Reimagining Libraries In The Digital Era: Lessons From Data Mining The Internet Archive
As the digital revolution fundamentally
reshapes how we live our lives, libraries are grappling with how to reinvent
themselves in a world in which they are no longer a primary gatekeeper to
knowledge. As I wrote in 2014 for the Knight Foundation’s blog, “perhaps the future
of libraries lies in a return to their roots, not as museums of physical
artifacts for rental, but as conveners of information and those who can
understand and translate that information to the needs of an innovative world.”

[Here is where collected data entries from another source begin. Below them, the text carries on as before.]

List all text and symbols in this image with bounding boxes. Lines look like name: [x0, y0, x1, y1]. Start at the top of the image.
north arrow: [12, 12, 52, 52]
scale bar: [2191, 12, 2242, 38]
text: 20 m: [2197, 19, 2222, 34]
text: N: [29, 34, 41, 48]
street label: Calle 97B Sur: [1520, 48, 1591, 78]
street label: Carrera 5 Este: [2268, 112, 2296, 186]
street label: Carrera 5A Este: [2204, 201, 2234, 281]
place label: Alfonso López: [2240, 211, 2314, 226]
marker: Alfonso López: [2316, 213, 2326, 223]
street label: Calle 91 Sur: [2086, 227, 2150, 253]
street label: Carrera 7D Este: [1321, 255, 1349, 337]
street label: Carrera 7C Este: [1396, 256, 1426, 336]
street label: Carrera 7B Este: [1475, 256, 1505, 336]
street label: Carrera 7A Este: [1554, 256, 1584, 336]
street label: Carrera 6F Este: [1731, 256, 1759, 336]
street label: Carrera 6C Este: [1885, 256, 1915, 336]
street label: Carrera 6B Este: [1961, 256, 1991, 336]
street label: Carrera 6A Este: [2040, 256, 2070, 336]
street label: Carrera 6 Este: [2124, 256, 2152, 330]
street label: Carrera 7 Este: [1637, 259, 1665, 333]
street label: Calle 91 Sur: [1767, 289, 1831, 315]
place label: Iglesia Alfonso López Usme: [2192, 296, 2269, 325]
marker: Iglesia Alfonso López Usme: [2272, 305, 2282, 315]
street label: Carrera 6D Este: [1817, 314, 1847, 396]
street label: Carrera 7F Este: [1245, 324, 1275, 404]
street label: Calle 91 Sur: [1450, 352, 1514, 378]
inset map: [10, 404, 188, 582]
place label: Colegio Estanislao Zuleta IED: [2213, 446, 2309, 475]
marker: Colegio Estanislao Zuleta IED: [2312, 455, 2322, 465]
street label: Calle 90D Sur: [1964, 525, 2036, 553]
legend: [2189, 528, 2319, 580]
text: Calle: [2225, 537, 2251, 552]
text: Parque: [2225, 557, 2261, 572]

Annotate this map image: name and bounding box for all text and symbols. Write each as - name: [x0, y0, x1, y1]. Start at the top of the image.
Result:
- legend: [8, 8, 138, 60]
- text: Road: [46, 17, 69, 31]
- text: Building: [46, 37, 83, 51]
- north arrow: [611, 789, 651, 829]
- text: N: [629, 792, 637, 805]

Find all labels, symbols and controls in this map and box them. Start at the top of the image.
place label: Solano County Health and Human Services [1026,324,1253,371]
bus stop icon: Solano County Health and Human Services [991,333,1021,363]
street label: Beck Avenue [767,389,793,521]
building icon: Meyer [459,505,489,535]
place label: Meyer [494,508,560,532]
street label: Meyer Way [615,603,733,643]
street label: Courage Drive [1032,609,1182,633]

As the Knight Foundation wraps up their most recent Challenge on reinventing
libraries for the 21st century (which has attracted over 225 submissions to date) and as
the nation prepares for a new Librarian of Congress to shepherd the
organization into the digital era, what might the future of libraries look
like?
In terms of physical space, libraries are increasingly
shifting away from physical repositories of knowledge artifacts, replacing
endless rows of shelving units and open stacks with open floor plans designed
for collaboration and work spaces. Free Internet access, maker spaces,
robotics, technical classes and an increased focus on event programming are
transforming libraries into 21st century community centers bringing people
together in a data rich world. Yet, at the same time, libraries still hold the
vast wealth of knowledge built up by human civilization over the millennia,
much of which has not yet been digitized and is now being locked away in cold
storage, more inaccessible than ever. In an era where a growing faction of
digital information is commercially owned and controlled, libraries play a critical
role in democratizing access to knowledge and ensuring a vibrant community of
practitioners capable of brining this knowledge to bear on societal needs.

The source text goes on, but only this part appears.